Гигантские брови Вирунги заходили ходуном, глаза почти скрылись под ними. Потом он снова рассмеялся — на этот раз саркастическим, лающим смехом.

— Колдиез… господствует… над городом, — сказал он. — Если бы… у меня… здесь… были пушки…

Тут он даже смежил веки, представляя, как снаряды будут падать на Хиз. Снаряды его орудий. Вирунга мигом очнулся от грез, однако Стэн заметил азартный блеск в глазах полковника. Да, тюрьма находилась на возвышенности, и отсюда можно было предельно эффективно обстреливать город. Но ведь в катакомбах хранилось достаточно оружия!

— Я… могу… добыть… пушки. Правда… они… очень устарели… и в плохом… состоянии. Я… постараюсь привести в порядок.

Вирунга посмотрел на Стэна — и в его взгляде сквозила решимость.

— Когда? Скажи… мне… только… когда?

Стэн подошел к огромному н’ранья — этакой мохнатой глыбине — и дружески похлопал его по плечу.

— Я сообщу точную дату. А пока готовься.

Вирунга лишь солидно кивнул. Но Стэн видел, что в своем сознании Вирунга уже командует батареей и снова наводит пушки на цель.

Глава 51

Стэн ускользнул из Колдиеза незадолго перед рассветом. Как и было запланировано, он спрятался в руинах вокруг старого монастыря и дождался, когда из пригородных трущоб потянутся на заводы толпы сонных рабочих. Две группы пришлось пропустить. Костюм на нем был не то чтобы дорогой, но уж очень непохож на полулохмотья этих работяг, вкалывавших, очевидно, на какой-нибудь красильной фабрике. Третья группа состояла из рабочих, одетых поопрятнее и не так нищенски. К ним и присоединился Стэн. Прислушавшись к разговорам, он сообразил, что это работники фармацевтического и оружейного заводов.
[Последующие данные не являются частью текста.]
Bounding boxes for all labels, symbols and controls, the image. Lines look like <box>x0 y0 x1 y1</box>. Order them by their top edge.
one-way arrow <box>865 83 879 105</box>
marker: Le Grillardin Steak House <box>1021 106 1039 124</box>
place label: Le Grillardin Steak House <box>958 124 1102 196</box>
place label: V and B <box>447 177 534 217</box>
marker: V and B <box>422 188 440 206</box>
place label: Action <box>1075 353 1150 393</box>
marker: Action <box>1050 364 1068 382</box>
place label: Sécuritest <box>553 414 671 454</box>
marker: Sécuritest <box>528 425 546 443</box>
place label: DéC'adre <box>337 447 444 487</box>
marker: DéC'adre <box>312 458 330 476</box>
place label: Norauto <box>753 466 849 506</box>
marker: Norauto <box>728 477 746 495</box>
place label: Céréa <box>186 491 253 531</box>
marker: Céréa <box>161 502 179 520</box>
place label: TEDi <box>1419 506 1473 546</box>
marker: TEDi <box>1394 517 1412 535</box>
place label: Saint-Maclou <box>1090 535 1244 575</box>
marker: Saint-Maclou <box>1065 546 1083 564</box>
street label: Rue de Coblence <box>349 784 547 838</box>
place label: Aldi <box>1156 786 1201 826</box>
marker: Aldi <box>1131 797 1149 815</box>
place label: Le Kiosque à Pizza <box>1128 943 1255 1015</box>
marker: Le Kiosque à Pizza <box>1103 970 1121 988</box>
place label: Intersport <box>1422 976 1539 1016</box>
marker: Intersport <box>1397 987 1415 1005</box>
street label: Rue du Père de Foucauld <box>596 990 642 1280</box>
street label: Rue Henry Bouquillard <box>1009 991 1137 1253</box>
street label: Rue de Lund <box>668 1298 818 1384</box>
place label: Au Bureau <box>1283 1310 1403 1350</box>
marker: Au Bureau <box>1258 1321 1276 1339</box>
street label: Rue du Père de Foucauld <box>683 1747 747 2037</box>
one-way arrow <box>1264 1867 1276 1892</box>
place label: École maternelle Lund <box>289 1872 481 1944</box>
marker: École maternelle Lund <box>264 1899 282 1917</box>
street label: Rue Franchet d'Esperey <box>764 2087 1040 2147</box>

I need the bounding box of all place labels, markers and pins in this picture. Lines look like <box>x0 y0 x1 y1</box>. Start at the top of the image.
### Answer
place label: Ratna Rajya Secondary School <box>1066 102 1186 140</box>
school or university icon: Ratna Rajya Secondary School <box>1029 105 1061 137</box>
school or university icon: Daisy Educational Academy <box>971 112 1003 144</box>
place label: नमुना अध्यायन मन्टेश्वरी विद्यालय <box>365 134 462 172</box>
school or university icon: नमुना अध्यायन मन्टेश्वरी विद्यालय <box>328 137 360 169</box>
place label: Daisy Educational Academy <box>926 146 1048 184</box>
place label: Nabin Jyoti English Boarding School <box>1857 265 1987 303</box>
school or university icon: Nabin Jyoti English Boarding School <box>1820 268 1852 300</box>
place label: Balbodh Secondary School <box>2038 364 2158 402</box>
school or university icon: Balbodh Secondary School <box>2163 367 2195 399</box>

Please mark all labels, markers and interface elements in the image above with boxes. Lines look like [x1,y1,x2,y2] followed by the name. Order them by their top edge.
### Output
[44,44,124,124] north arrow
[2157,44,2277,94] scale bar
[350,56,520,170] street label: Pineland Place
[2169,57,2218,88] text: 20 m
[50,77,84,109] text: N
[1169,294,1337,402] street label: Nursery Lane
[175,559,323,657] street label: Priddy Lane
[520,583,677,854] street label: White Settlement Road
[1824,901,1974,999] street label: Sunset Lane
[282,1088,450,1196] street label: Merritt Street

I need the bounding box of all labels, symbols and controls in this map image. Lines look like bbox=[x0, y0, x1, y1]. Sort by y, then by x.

К тому времени, когда его попутчики проснулись в достаточной степени, чтобы спросить себя, что за незнакомец затесался в их ряды, они уже достигли центра города и Стэн благополучно смешался с толпами тех, кто спозаранку вышел отоваривать продуктовые карточки.

По дороге он купил сомнительного вида кусок жаркого — лучше, впрочем, не достать — и не спеша двигался в густой толпе прохожих в сторону Шабойи и Сакс-клуба. Еще два поворота, одна улица — и он будет дома и сможет наконец заморить червячка.

Вдруг толпа перед ним затопталась на месте, зло загудела. Прежде чем Стэн успел сообразить, что происходит, толпа вынесла его на следующую улицу, перекрытую цепью зеленых полицейских мундиров. У Стэна сердце упало, потом подскочило, и он стал пробиваться обратно — работая локтями, отдавливая кому‑то ноги и не успевая огрызаться. Однако и та улица, по которой он пришел, уже была блокирована цепью таанских полицейских. Облава!

Дородные полицейские наступали на толпу, помахивая дубинками, пряча лица за темными щитками шлемов. Толпа примолкла. Это молчание показалось Стэну странным. Потом оно сменилось вскриками тех, по кому уже прошлась полицейская дубинка с электрошоком, и глухим ропотом остальных.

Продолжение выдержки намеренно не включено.